Aku tidak pernah membayangkan sebelumnya, mengapa pada saat ini bisa mengenal bahkan menjadi bagian dari organisasi warisan dari K.H.Ahmad Dahlan. Dipakai pakai logika pun tak akan pernah sampai, namun itu semua akan menjadi bisa jika Allah ta’ala sudah menggerakkan dan memberikan ketetapan Nya kepada semua makhuk di alam semesta ini, tanpa terkecuali salah satunya adalah Aku.
***
Aku sejak dari kecil dibesarkan dalam keluarga sederhana, hidup di sebuah kampung desa Kiringan ,Canden, Jetis, Bantul. Orangtuaku hidup sangat sederhana, juga dengan pengetahuan agama Islam yang standar. Lingkungan tempat tinggal kami mayoritas adalah warga Nahdiyyin (organisasi Nahdhatul ‘Ulama, sering disebut Warga NU) hal ini terlihat dari pemahaman agamanya, cara mengamalkannya dan cara keseharian mereka dalam beribadah kepada Allah ta’ala. Kampung kami hidup dalam nuansa yang tertib, aman, dan damai, sehingga terlalu banyak cerita menyenangkan jika mengingat kampung tempat ku dilahirkan dan dibesarkan.
Sejak kecil aku memang senang dan menyukai dunia berorganisasi, entah itu organisasi dalam bidang agama ataupun organisasi dalam bidang kemasyarakatan. Sering terlibat aktif dan sering hadir jika ada kegiatan yang melibatkan masyarakat banyak. Bagiku dengan berorganisasi kemampuan dalam memanajemen suatu acara akan cepat terlatih, banyak relasi dan tentunya akan mendatangkan pengalaman yang luar biasa. Organisasi sekelas remaja masjid, organisasi karang taruna serta menjadi salah satu tim promosi untuk mengembangkan potensi wisata kampung kami, itu adalah salah satu bukti bahwa aku memang menyukai dunia berorganisasi.

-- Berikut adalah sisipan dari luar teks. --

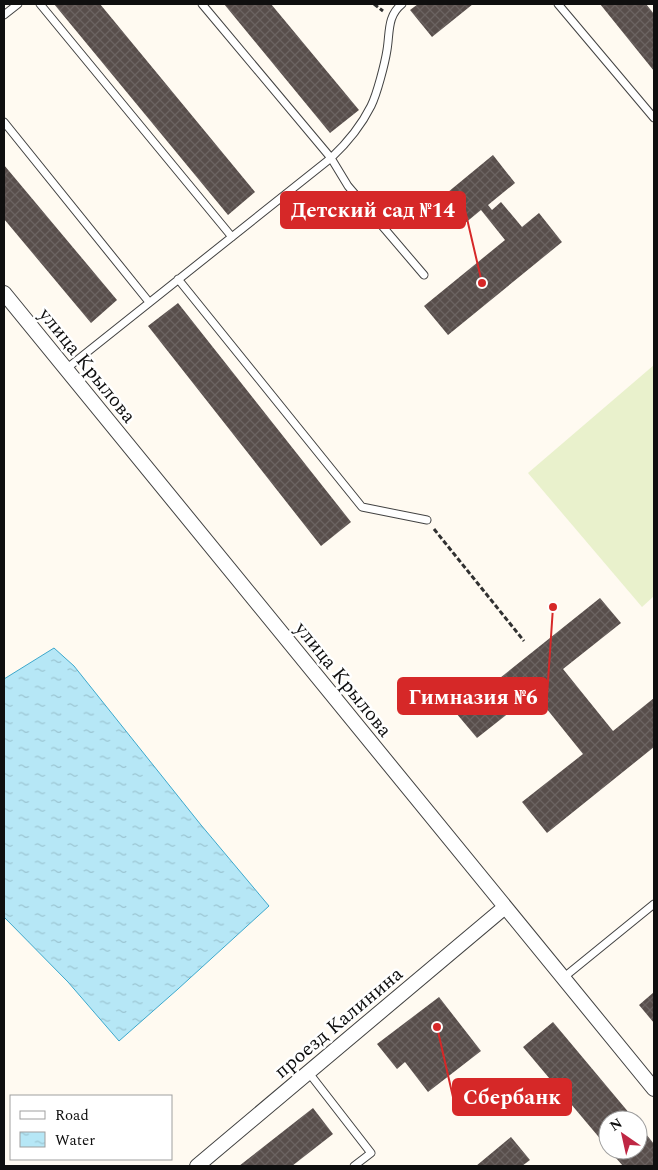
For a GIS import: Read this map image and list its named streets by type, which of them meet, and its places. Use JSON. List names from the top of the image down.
{
  "streets": {
    "street": ["улица Крылова", "проезд Калинина"]
  },
  "crossings": [
    ["улица Крылова", "проезд Калинина"]
  ],
  "places": ["Детский сад №14", "Гимназия №6", "Сбербанк"],
  "legend": ["Road", "Water"],
  "north": "top left"
}
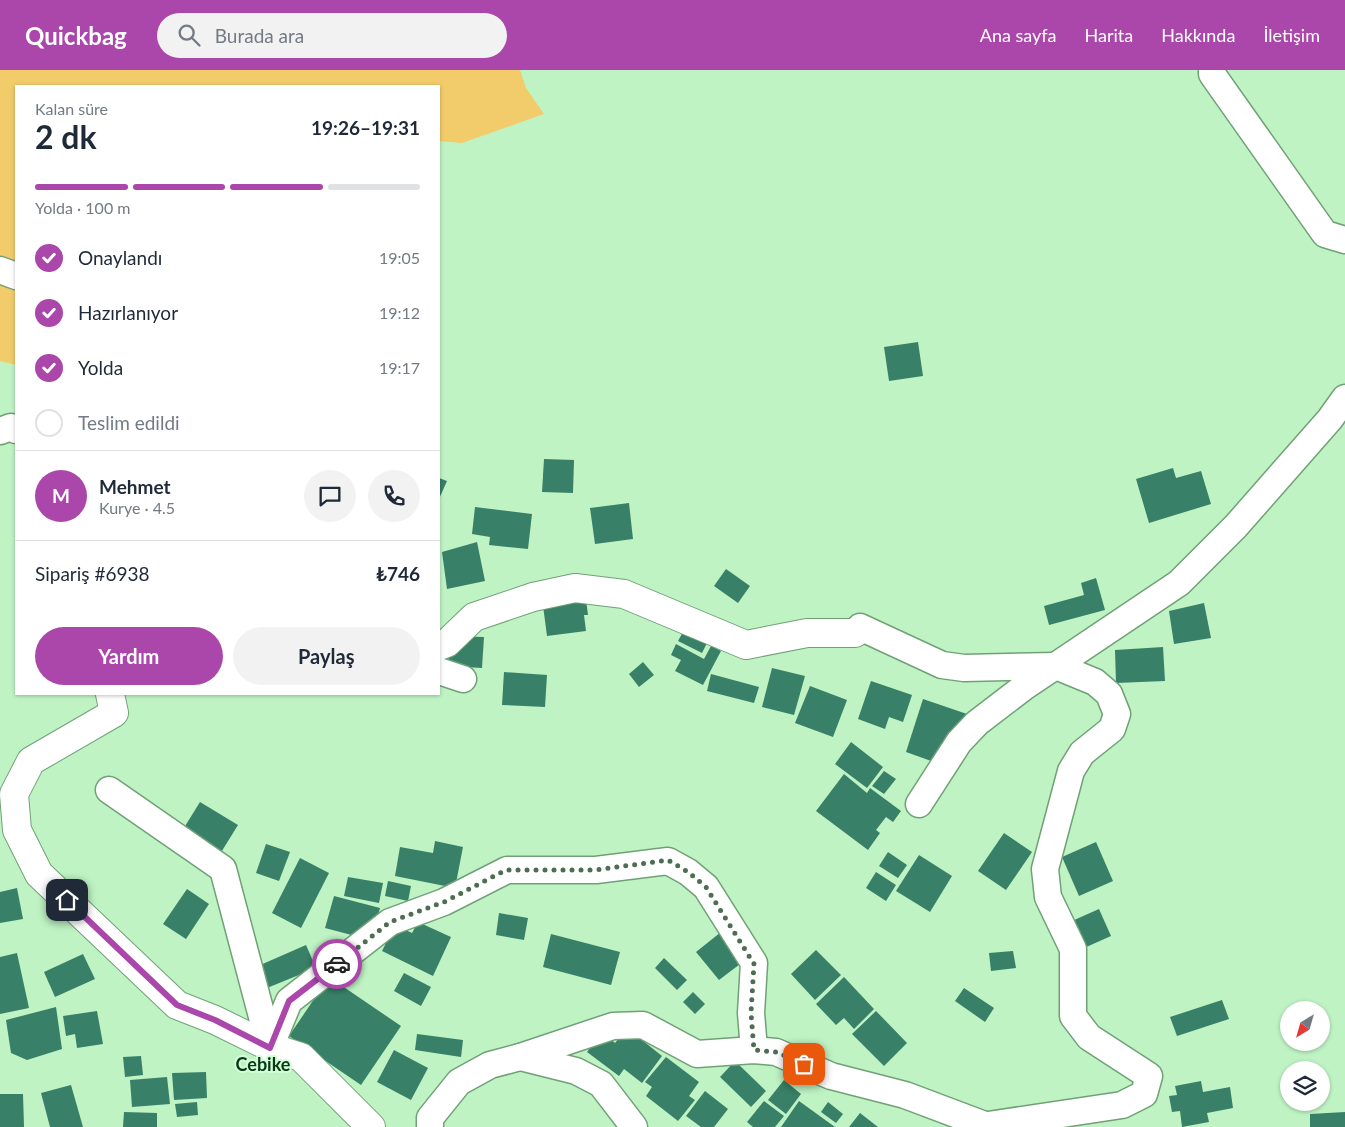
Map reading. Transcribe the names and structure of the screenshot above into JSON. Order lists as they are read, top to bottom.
{
  "districts": ["Cebike"],
  "north": "bottom left",
  "page": {
    "header": "Quickbag",
    "search": "Burada ara",
    "nav": [
      "Ana sayfa",
      "Harita",
      "Hakkında",
      "İletişim"
    ],
    "heading": ["2 dk", "Kalan süre", "19:26–19:31"],
    "panel": [
      "Mehmet",
      "Kurye · 4.5",
      "Sipariş #6938",
      "₺746"
    ],
    "bar": "Yolda · 100 m",
    "list": [
      ["Onaylandı", "19:05"],
      ["Hazırlanıyor", "19:12"],
      ["Yolda", "19:17"],
      "Teslim edildi"
    ],
    "round": "M",
    "buttons": ["Yardım", "Paylaş"]
  }
}
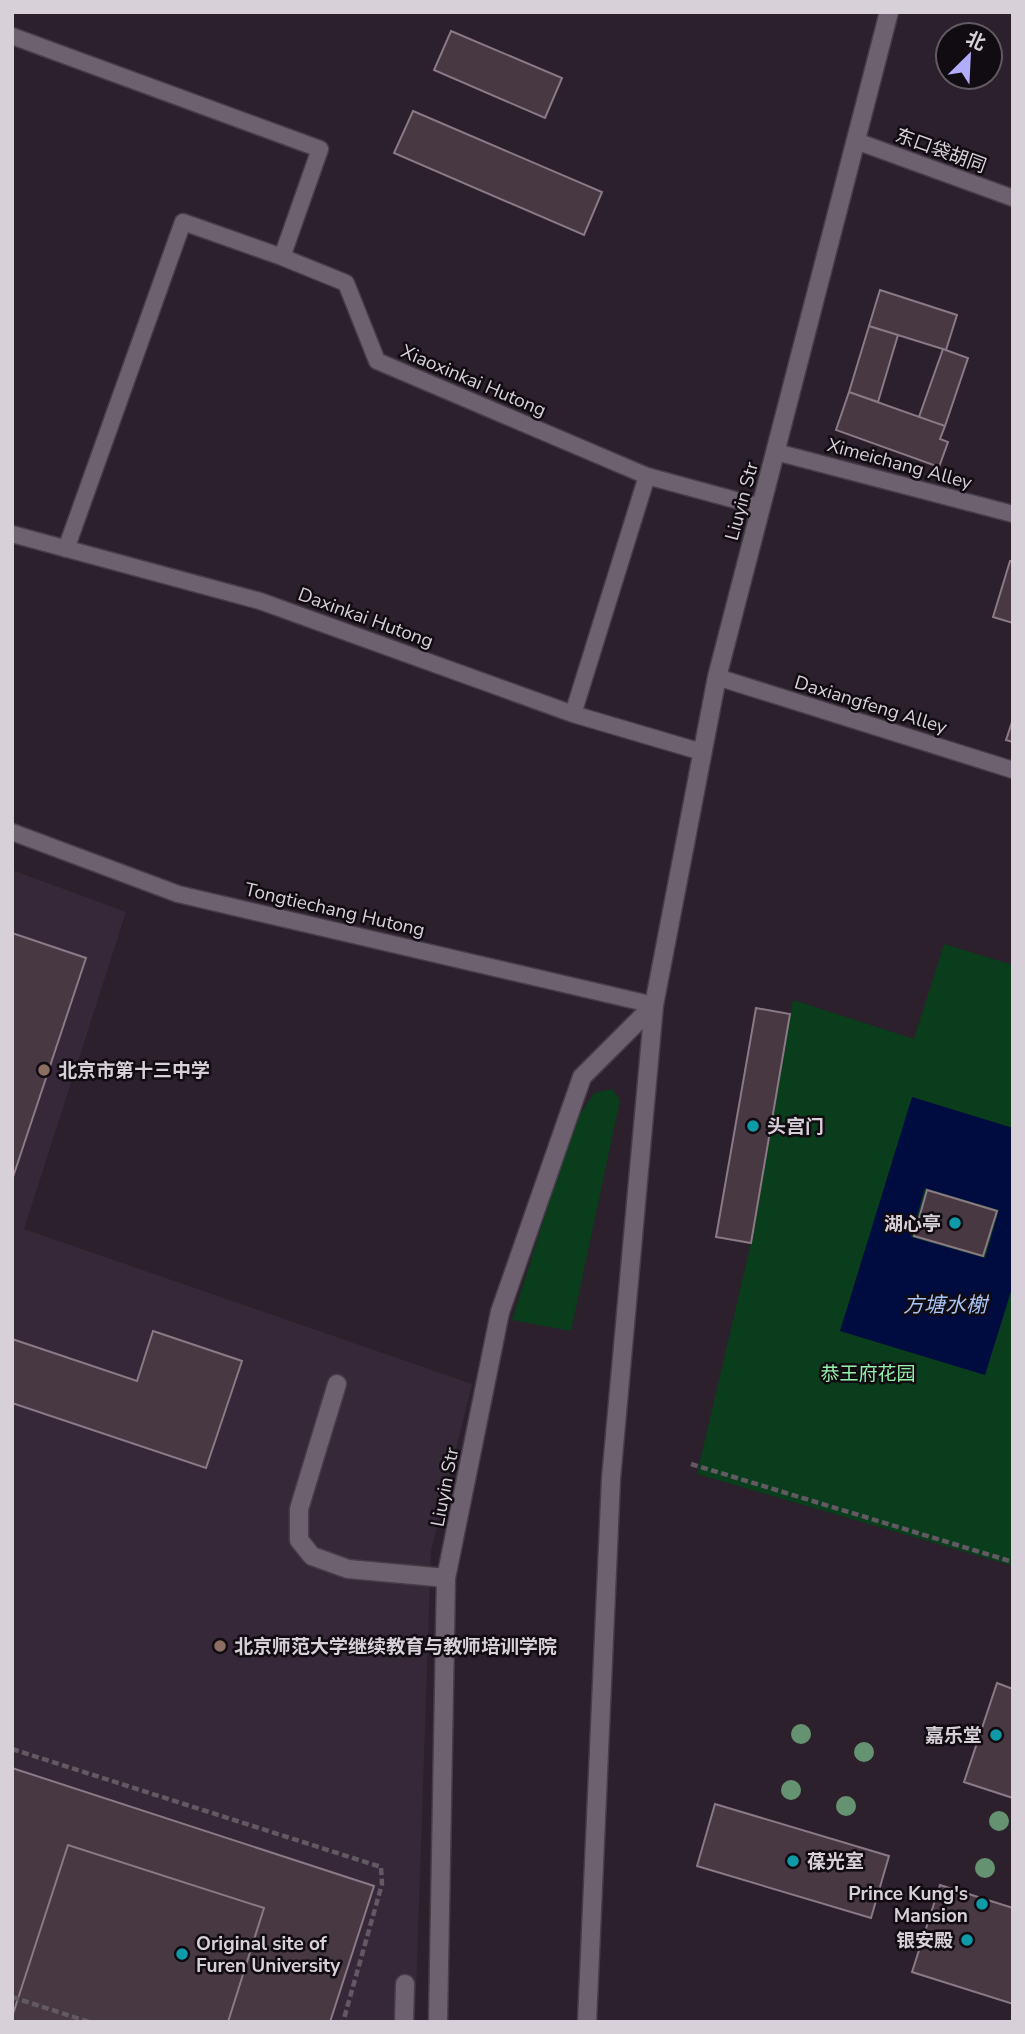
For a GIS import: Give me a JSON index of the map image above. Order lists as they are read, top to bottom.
{
  "streets": {
    "street": ["Liuyin Str"],
    "lane": [
      "东口袋胡同",
      "Xiaoxinkai Hutong",
      "Ximeichang Alley",
      "Daxinkai Hutong",
      "Daxiangfeng Alley",
      "Tongtiechang Hutong"
    ]
  },
  "crossings": [
    ["东口袋胡同", "Liuyin Str"],
    ["Xiaoxinkai Hutong", "Liuyin Str"],
    ["Xiaoxinkai Hutong", "Daxinkai Hutong"],
    ["Ximeichang Alley", "Liuyin Str"],
    ["Liuyin Str", "Daxinkai Hutong"],
    ["Liuyin Str", "Daxiangfeng Alley"],
    ["Liuyin Str", "Tongtiechang Hutong"]
  ],
  "water": ["方塘水榭"],
  "parks": ["恭王府花园"],
  "places": [
    "北京市第十三中学",
    "头宫门",
    "湖心亭",
    "北京师范大学继续教育与教师培训学院",
    "嘉乐堂",
    "葆光室",
    "Prince Kung's Mansion",
    "银安殿",
    "Original site of Furen University"
  ],
  "north": "top right"
}
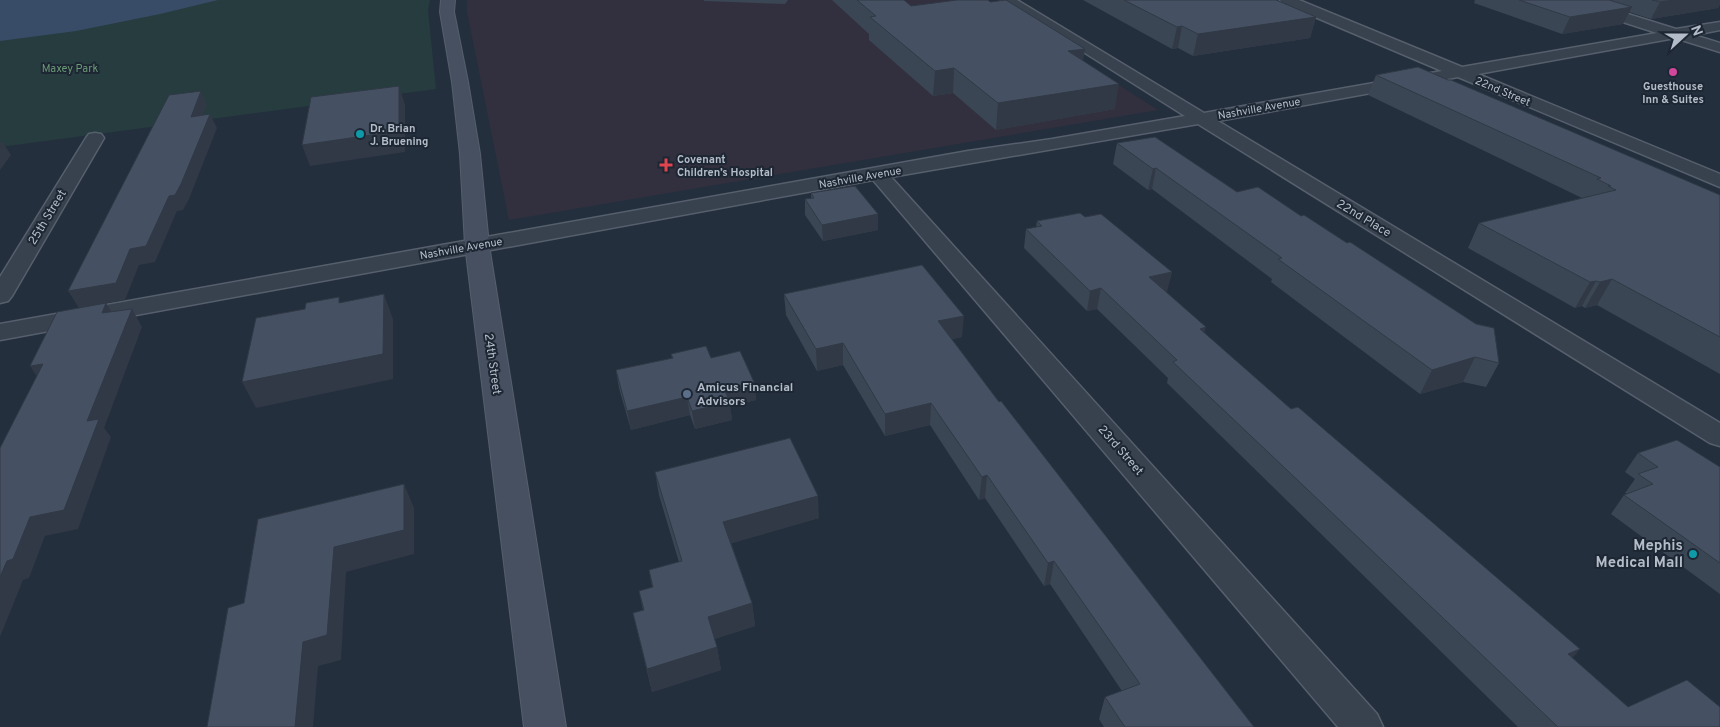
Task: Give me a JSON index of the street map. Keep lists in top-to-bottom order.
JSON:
{
  "streets": {
    "street": [
      "22nd Street",
      "Nashville Avenue",
      "25th Street",
      "22nd Place",
      "24th Street",
      "23rd Street"
    ]
  },
  "crossings": [
    ["22nd Street", "Nashville Avenue"],
    ["Nashville Avenue", "22nd Place"],
    ["Nashville Avenue", "24th Street"],
    ["Nashville Avenue", "23rd Street"]
  ],
  "parks": ["Maxey Park"],
  "places": {
    "other": [
      "Guesthouse Inn & Suites",
      "Dr. Brian J. Bruening",
      "Amicus Financial Advisors",
      "Mephis Medical Mall"
    ],
    "health": ["Covenant Children’s Hospital"]
  },
  "north": "right"
}
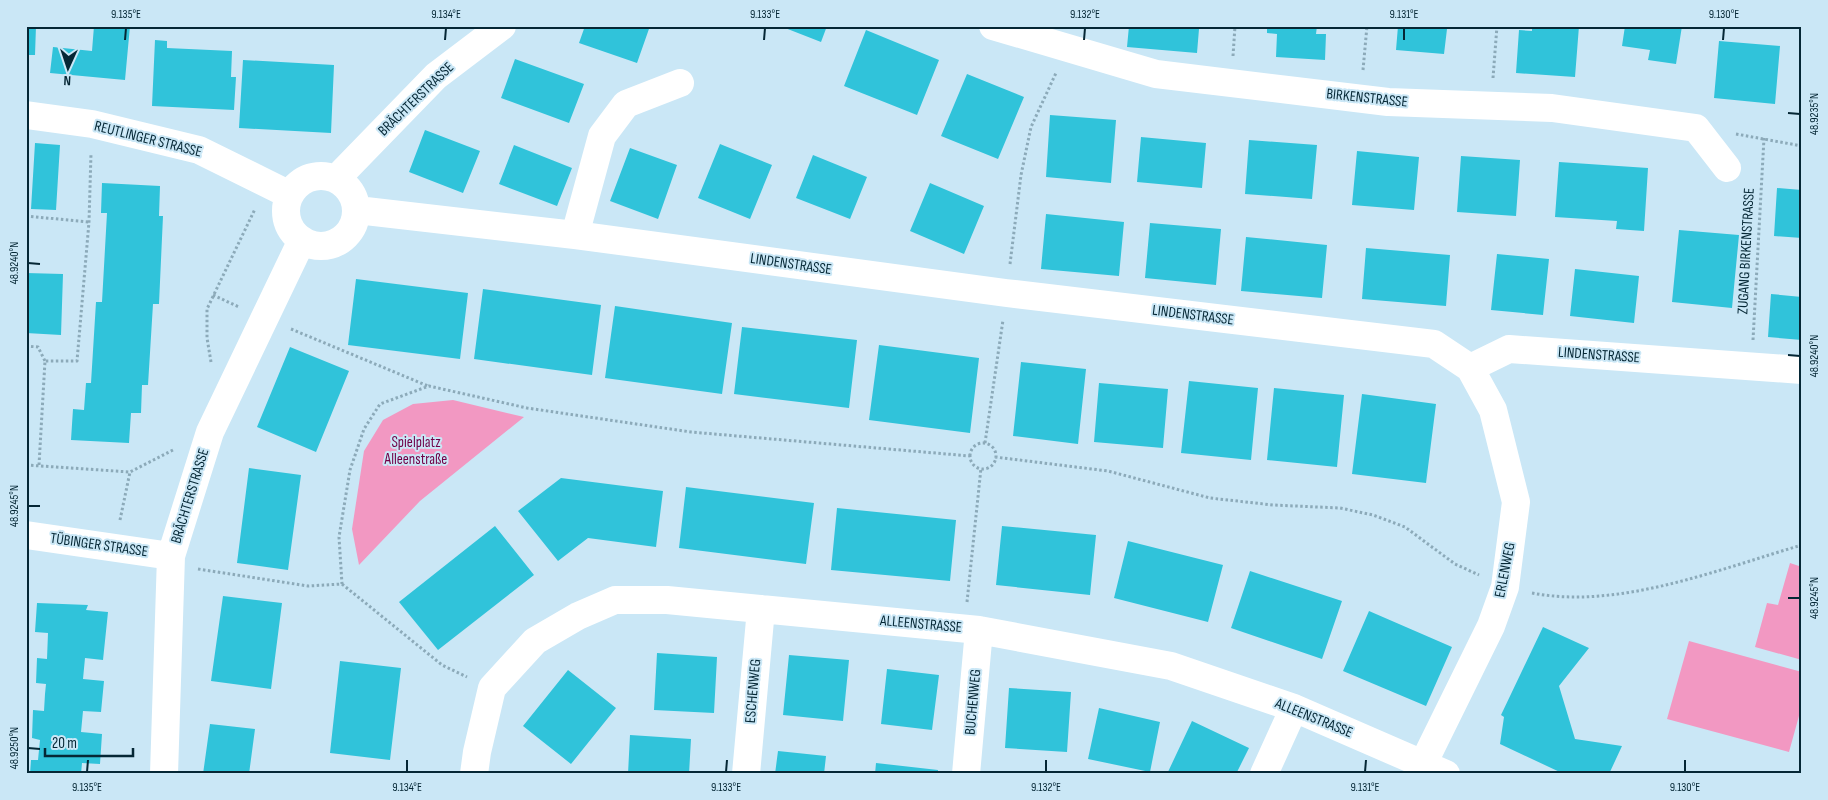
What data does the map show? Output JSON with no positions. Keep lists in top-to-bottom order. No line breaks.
{"streets":{"street":["BIRKENSTRASSE","BRÄCHTERSTRASSE","REUTLINGER STRASSE","LINDENSTRASSE","TÜBINGER STRASSE","ERLENWEG","ALLEENSTRASSE","ESCHENWEG","BUCHENWEG"],"path":["ZUGANG BIRKENSTRASSE"]},"crossings":[["BRÄCHTERSTRASSE","REUTLINGER STRASSE"],["BRÄCHTERSTRASSE","LINDENSTRASSE"],["BRÄCHTERSTRASSE","TÜBINGER STRASSE"],["REUTLINGER STRASSE","LINDENSTRASSE"],["ZUGANG BIRKENSTRASSE","LINDENSTRASSE"],["LINDENSTRASSE","ERLENWEG"],["ERLENWEG","ALLEENSTRASSE"],["ALLEENSTRASSE","ESCHENWEG"],["ALLEENSTRASSE","BUCHENWEG"]],"parks":["Spielplatz Alleenstraße"],"scale_bar":"20 m","north":"bottom","coordinates":["9.135°E","9.134°E","9.133°E","9.132°E","9.131°E","9.130°E","48.9235°N","48.9240°N","48.9245°N","48.9250°N"]}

Aku bisa saja berbicara dengan sembarang orang, yang sering aktif berorganisasi bisa ku ajak berbicara, dari kalangan non organisasi juga bisa, bahkan bapak-bapak saja bisa ku ajak ngomong. Asalkan tetap menjaga adab dan sopan santun begitulah kedua orangtuaku mendidik anak-anaknya. Jumlah anggota keluarga ada 5 (lima) orang, aku anak yang tengah/ kedua sementara masih memiliki kakak perempuan dan adik laki laki, begitulah gambaran singkat keluarga sederhanaku.
Karena mayoritas warga adalah warga Nahdiyyin lambat laun aku paham akan ajaran dan amalan yang sering dilakukannya, dzikiran di makam malam hari, tahlilan ketika ada orang meninggal, wisata religi atau ziarah ke makam-makam para wali, nyadranan di makam menjelang puasa, dan sebagainya. Hubunganku dengan teman-temanku di sini alhamdulillah baik-baik saja, dulu ada beberapa warga yang sudah terkenal dengan pemahaman Muhammadiyah. Terus terang saja di kampungku, mendengar kata Muhammadiyah ada rasa berbeda, wajar karena tempatku mayoritas adalah warga Nahdiyyin.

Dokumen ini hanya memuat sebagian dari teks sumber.